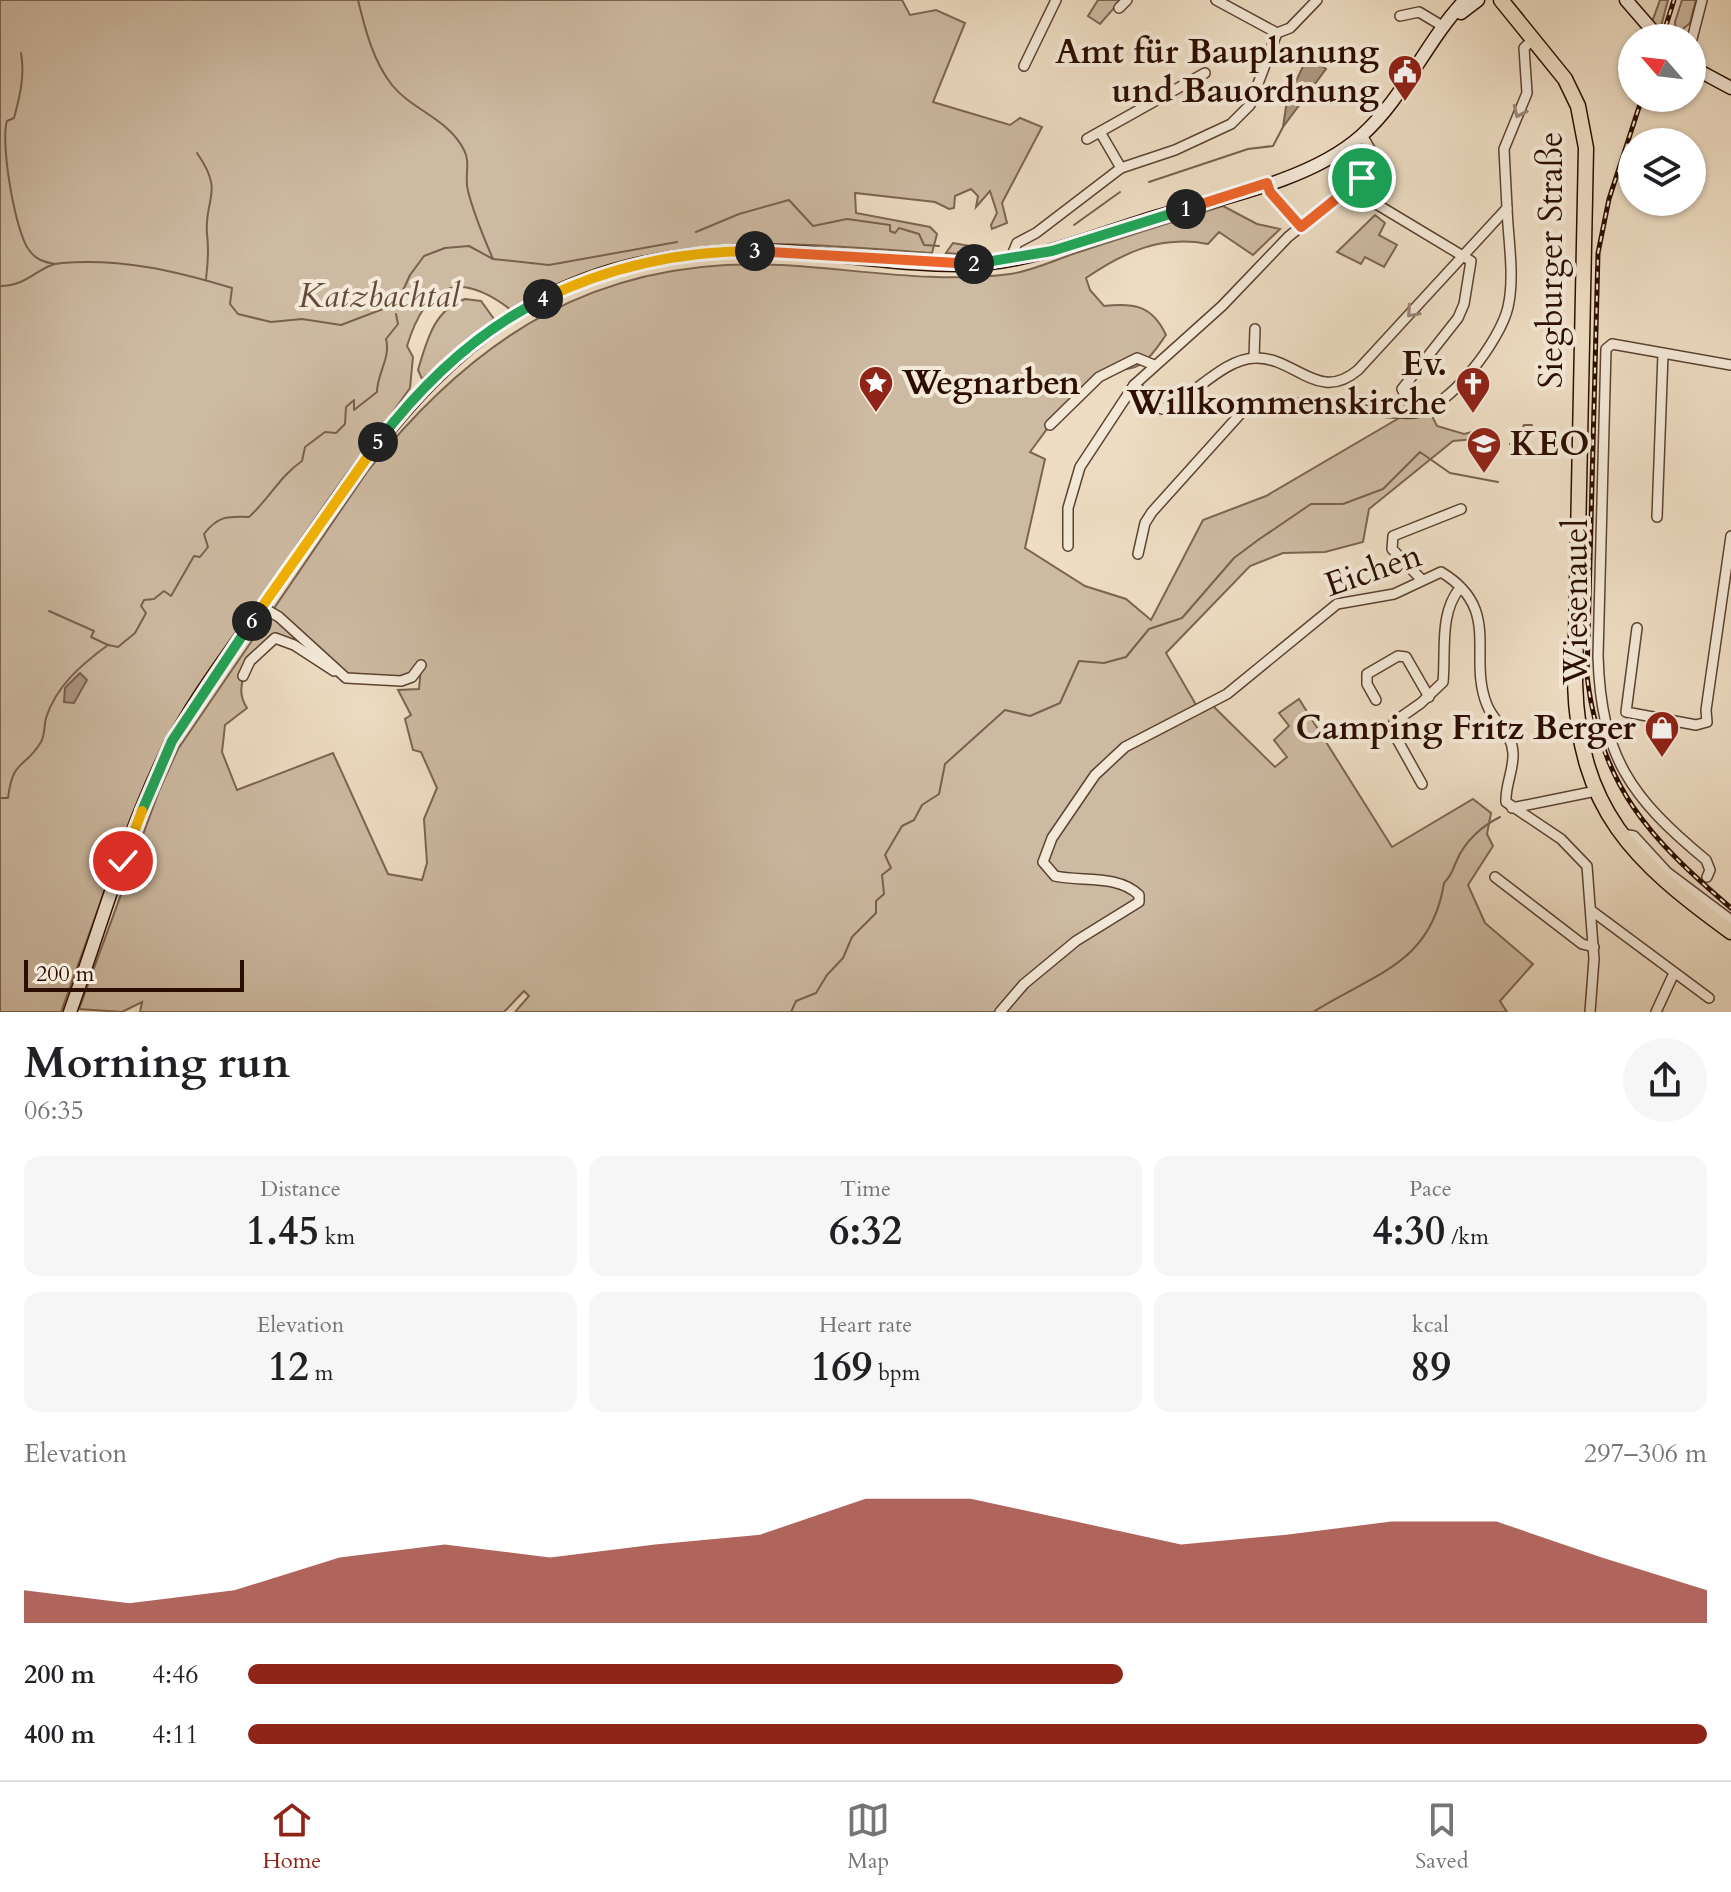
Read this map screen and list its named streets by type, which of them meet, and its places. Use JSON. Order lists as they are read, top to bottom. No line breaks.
{"streets":{"main road":["Siegburger Straße"],"street":["Eichen","Wiesenauel"]},"parks":["Katzbachtal"],"places":{"public building":["Amt für Bauplanung und Bauordnung"],"place":["Wegnarben"],"church":["Ev. Willkommenskirche"],"school or university":["KEO"],"shop":["Camping Fritz Berger"]},"scale_bar":"200 m","north":"top left","page":{"pins":["1","3","2","4","5","6"],"scale":"200 m","heading":["Morning run","06:35"],"stats":[["Distance","1.45 km"],["Time","6:32"],["Pace","4:30 /km"],["Elevation","12 m"],["Heart rate","169 bpm"],["kcal","89"]],"chart":["Elevation","297–306 m"],"list":[{"name":"200 m","note":"4:46"},{"name":"400 m","note":"4:11"}],"tabs":["Home","Map","Saved"]}}
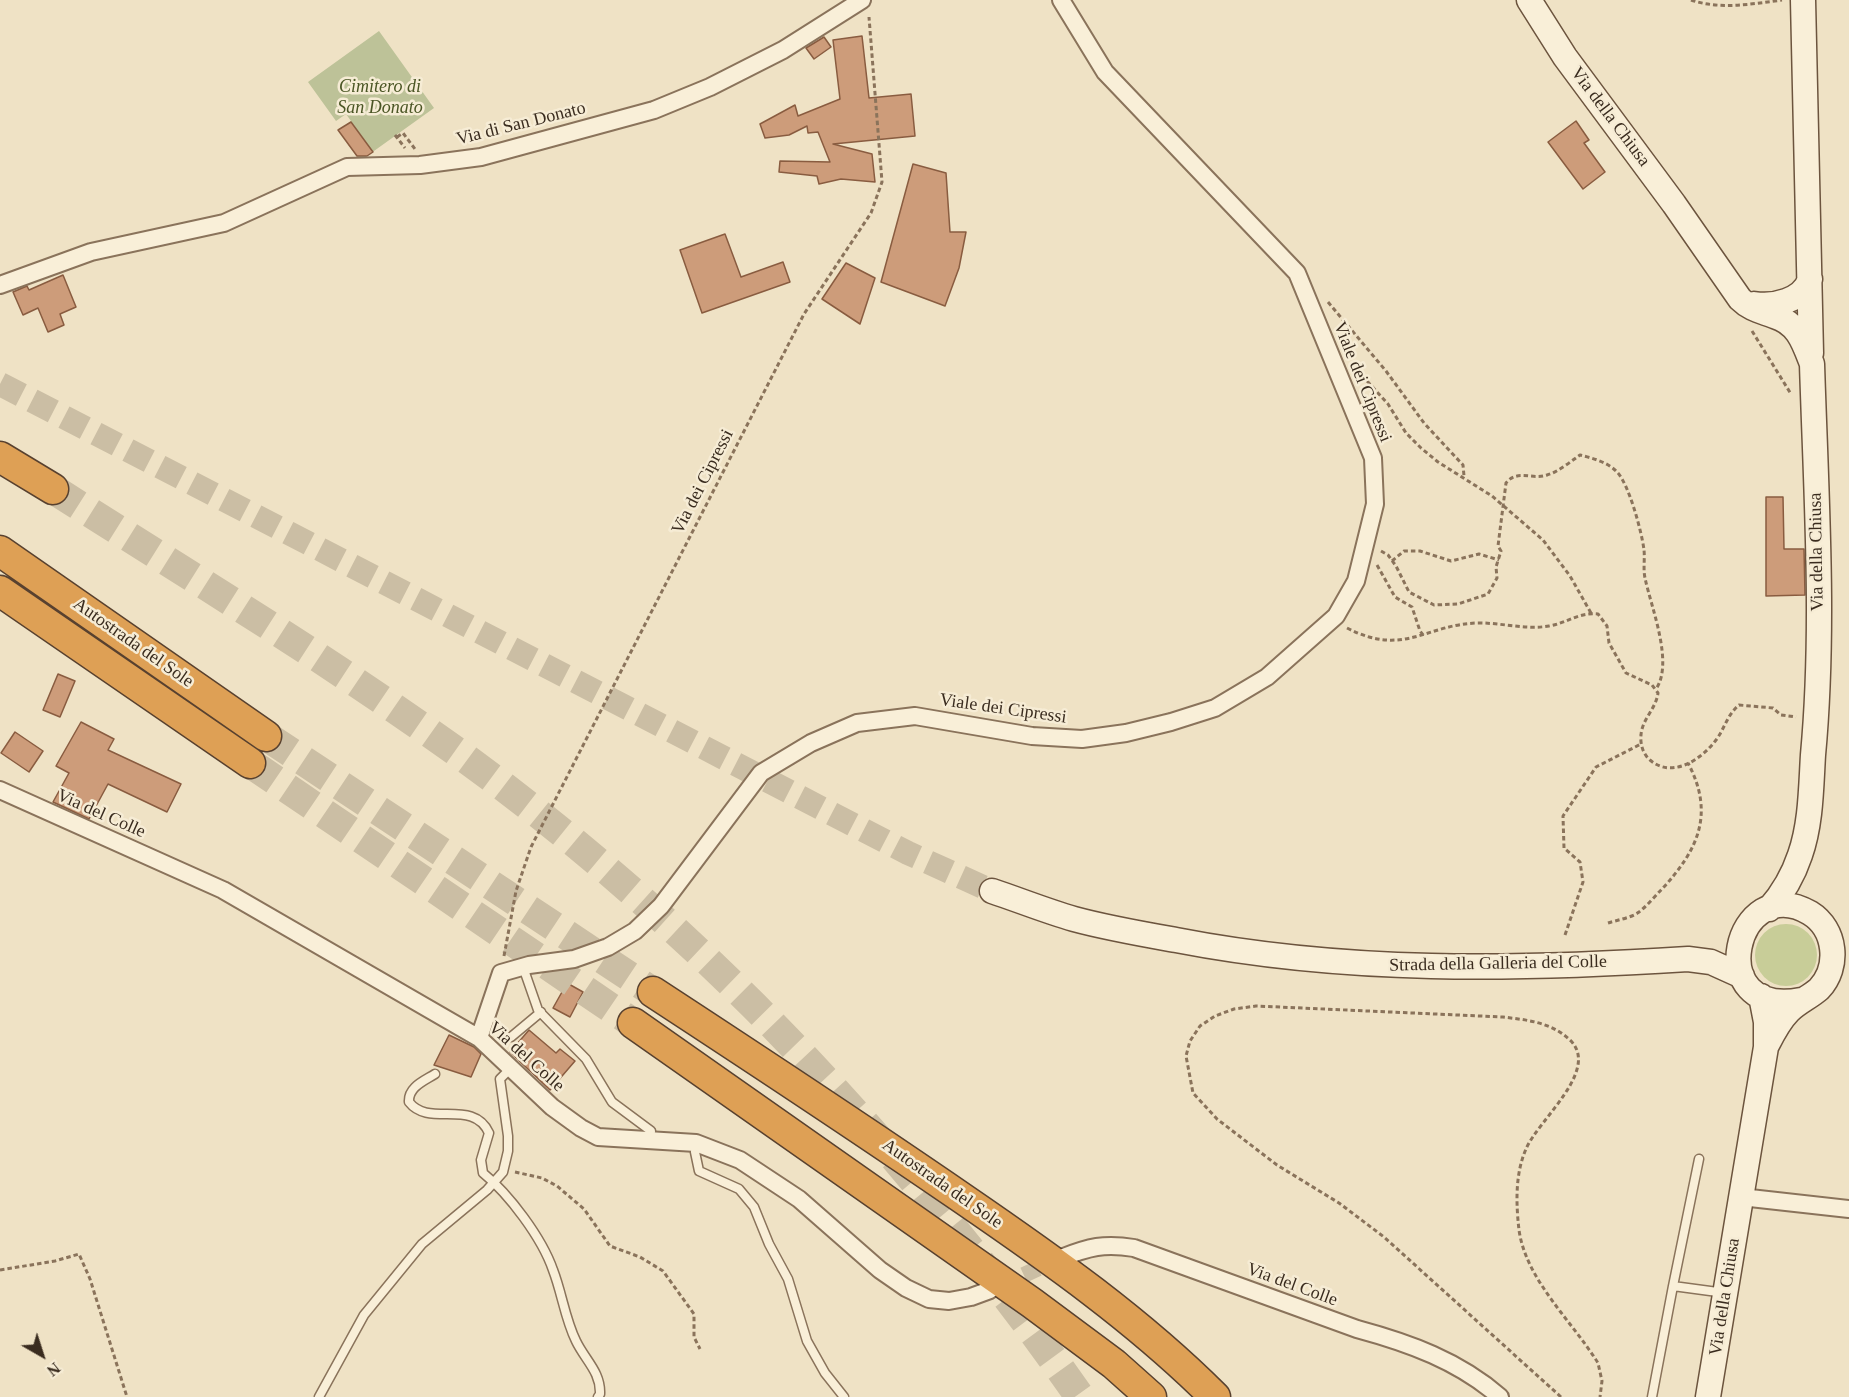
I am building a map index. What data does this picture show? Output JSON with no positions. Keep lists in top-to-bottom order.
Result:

[Your task]:
Above is a listing with pictures. Write it out exactly without them.

[Your response]:
Read this map screen and list its named streets by type, which of them meet, and its places. Use JSON. Order lists as they are read, top to bottom. No line breaks.
{"streets":{"main road":["Siegburger Straße"],"street":["Eichen","Wiesenauel"]},"parks":["Katzbachtal"],"places":{"public building":["Amt für Bauplanung und Bauordnung"],"place":["Wegnarben"],"church":["Ev. Willkommenskirche"],"school or university":["KEO"],"shop":["Camping Fritz Berger"]},"scale_bar":"200 m","north":"top left","page":{"pins":["1","3","2","4","5","6"],"scale":"200 m","heading":["Morning run","06:35"],"stats":[["Distance","1.45 km"],["Time","6:32"],["Pace","4:30 /km"],["Elevation","12 m"],["Heart rate","169 bpm"],["kcal","89"]],"chart":["Elevation","297–306 m"],"list":[{"name":"200 m","note":"4:46"},{"name":"400 m","note":"4:11"}],"tabs":["Home","Map","Saved"]}}
I am building a map index. What data does this picture show? Output JSON with no positions. Keep lists in top-to-bottom order.
Result:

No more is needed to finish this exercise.